Goal of the exercise:
With images removed, transcribe each record exactly as it appears.

The records:
/---

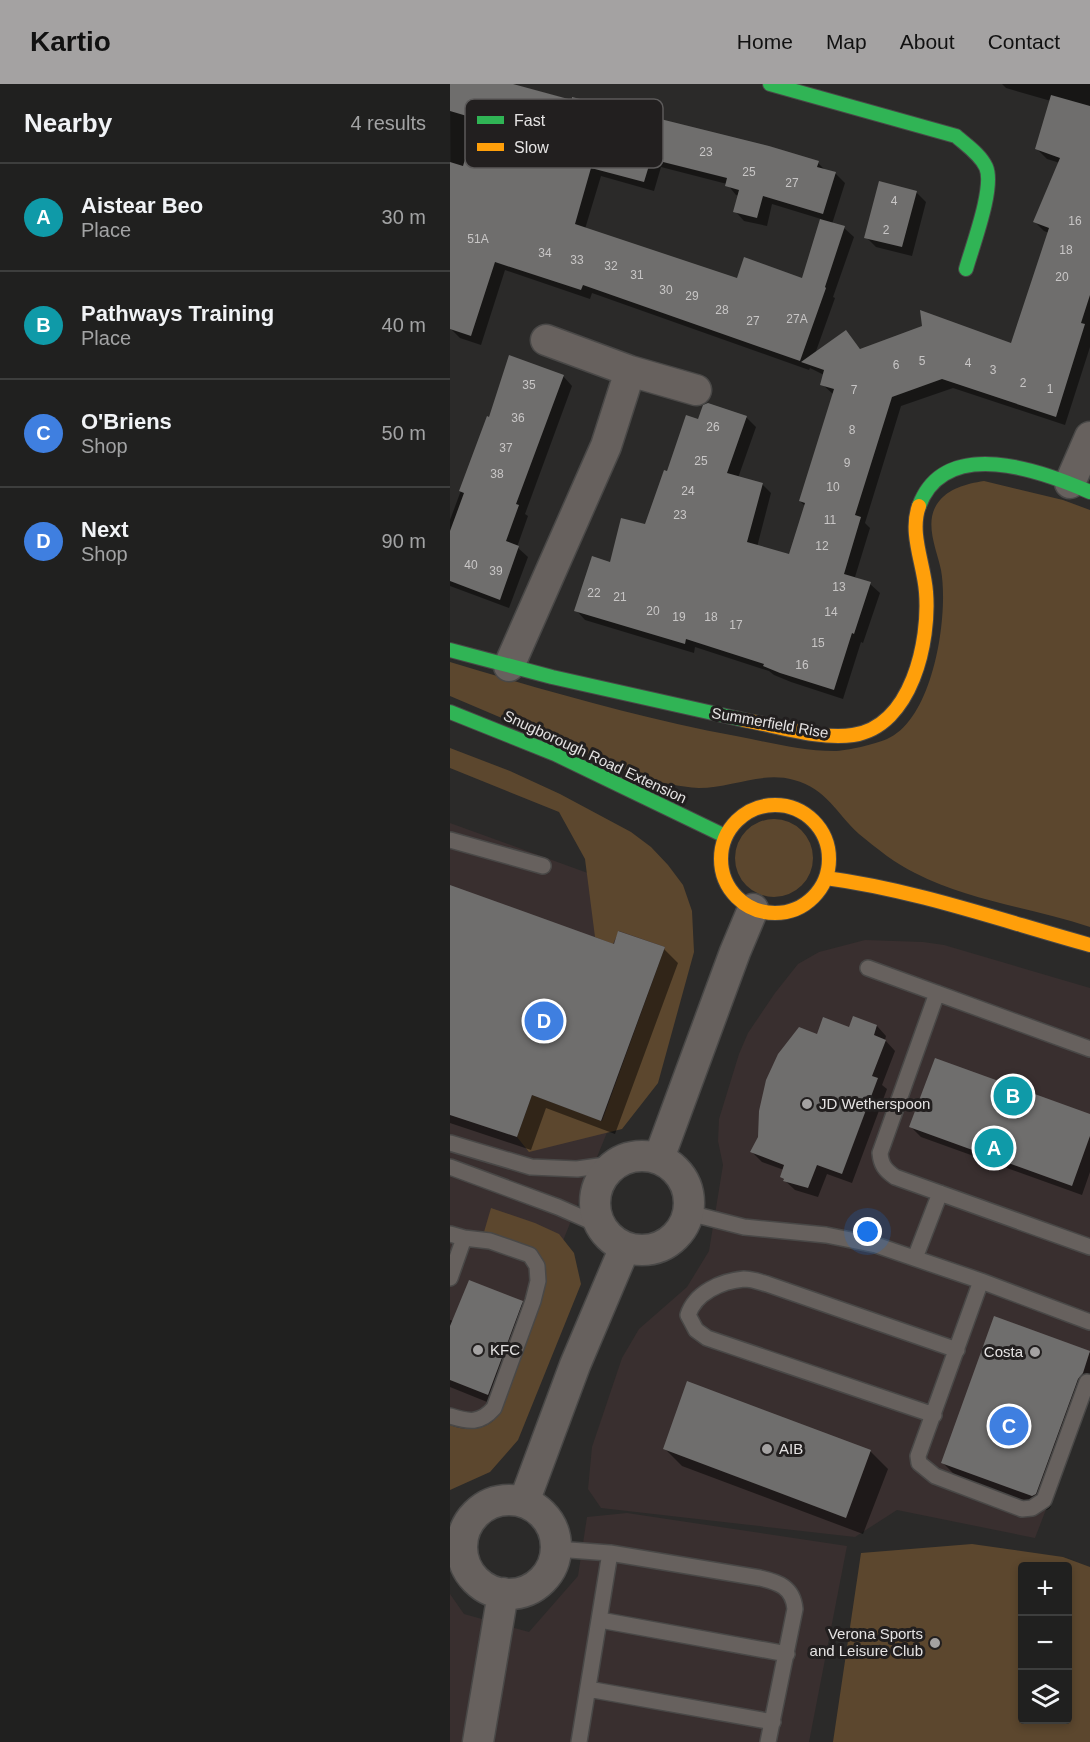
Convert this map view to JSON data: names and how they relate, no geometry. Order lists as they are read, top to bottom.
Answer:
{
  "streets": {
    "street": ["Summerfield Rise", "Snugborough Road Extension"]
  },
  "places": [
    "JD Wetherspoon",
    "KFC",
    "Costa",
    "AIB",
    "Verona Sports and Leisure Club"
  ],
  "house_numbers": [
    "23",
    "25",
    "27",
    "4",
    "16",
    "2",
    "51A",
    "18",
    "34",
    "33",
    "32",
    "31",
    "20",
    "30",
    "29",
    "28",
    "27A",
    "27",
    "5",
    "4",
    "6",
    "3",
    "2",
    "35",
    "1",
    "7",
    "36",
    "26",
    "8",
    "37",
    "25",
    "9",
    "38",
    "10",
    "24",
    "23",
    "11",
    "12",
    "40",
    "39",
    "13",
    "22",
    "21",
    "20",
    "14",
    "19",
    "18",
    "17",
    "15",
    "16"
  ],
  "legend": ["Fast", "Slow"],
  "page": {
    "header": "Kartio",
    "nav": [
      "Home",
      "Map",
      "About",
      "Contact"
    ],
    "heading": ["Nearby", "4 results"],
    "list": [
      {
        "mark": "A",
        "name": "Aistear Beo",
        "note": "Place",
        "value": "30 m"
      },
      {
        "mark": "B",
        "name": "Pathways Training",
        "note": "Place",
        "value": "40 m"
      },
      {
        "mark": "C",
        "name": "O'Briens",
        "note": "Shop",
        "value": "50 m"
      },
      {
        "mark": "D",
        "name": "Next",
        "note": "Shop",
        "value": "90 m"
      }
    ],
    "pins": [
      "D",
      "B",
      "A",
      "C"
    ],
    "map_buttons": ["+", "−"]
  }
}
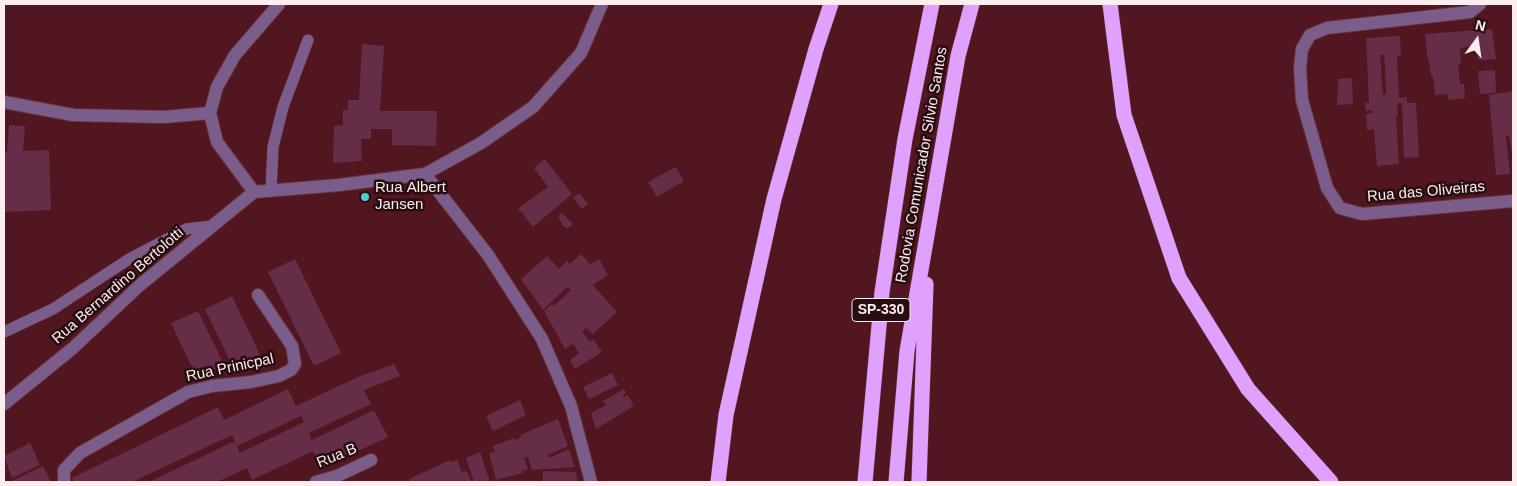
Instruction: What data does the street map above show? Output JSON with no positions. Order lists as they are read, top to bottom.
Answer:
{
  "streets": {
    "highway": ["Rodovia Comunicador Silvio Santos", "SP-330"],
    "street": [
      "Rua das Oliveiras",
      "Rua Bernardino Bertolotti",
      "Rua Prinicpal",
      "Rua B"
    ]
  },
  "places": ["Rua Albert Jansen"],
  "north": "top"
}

\---

Solution to this task:
Convert this map view to JSON data: names and how they relate, no geometry. Order lists as they are read, top to bottom.
Answer:
{
  "streets": {
    "street": ["Summerfield Rise", "Snugborough Road Extension"]
  },
  "places": [
    "JD Wetherspoon",
    "KFC",
    "Costa",
    "AIB",
    "Verona Sports and Leisure Club"
  ],
  "house_numbers": [
    "23",
    "25",
    "27",
    "4",
    "16",
    "2",
    "51A",
    "18",
    "34",
    "33",
    "32",
    "31",
    "20",
    "30",
    "29",
    "28",
    "27A",
    "27",
    "5",
    "4",
    "6",
    "3",
    "2",
    "35",
    "1",
    "7",
    "36",
    "26",
    "8",
    "37",
    "25",
    "9",
    "38",
    "10",
    "24",
    "23",
    "11",
    "12",
    "40",
    "39",
    "13",
    "22",
    "21",
    "20",
    "14",
    "19",
    "18",
    "17",
    "15",
    "16"
  ],
  "legend": ["Fast", "Slow"],
  "page": {
    "header": "Kartio",
    "nav": [
      "Home",
      "Map",
      "About",
      "Contact"
    ],
    "heading": ["Nearby", "4 results"],
    "list": [
      {
        "mark": "A",
        "name": "Aistear Beo",
        "note": "Place",
        "value": "30 m"
      },
      {
        "mark": "B",
        "name": "Pathways Training",
        "note": "Place",
        "value": "40 m"
      },
      {
        "mark": "C",
        "name": "O'Briens",
        "note": "Shop",
        "value": "50 m"
      },
      {
        "mark": "D",
        "name": "Next",
        "note": "Shop",
        "value": "90 m"
      }
    ],
    "pins": [
      "D",
      "B",
      "A",
      "C"
    ],
    "map_buttons": ["+", "−"]
  }
}
Instruction: What data does the street map above show? Output JSON with no positions. Order lists as they are read, top to bottom.
Answer:
{
  "streets": {
    "highway": ["Rodovia Comunicador Silvio Santos", "SP-330"],
    "street": [
      "Rua das Oliveiras",
      "Rua Bernardino Bertolotti",
      "Rua Prinicpal",
      "Rua B"
    ]
  },
  "places": ["Rua Albert Jansen"],
  "north": "top"
}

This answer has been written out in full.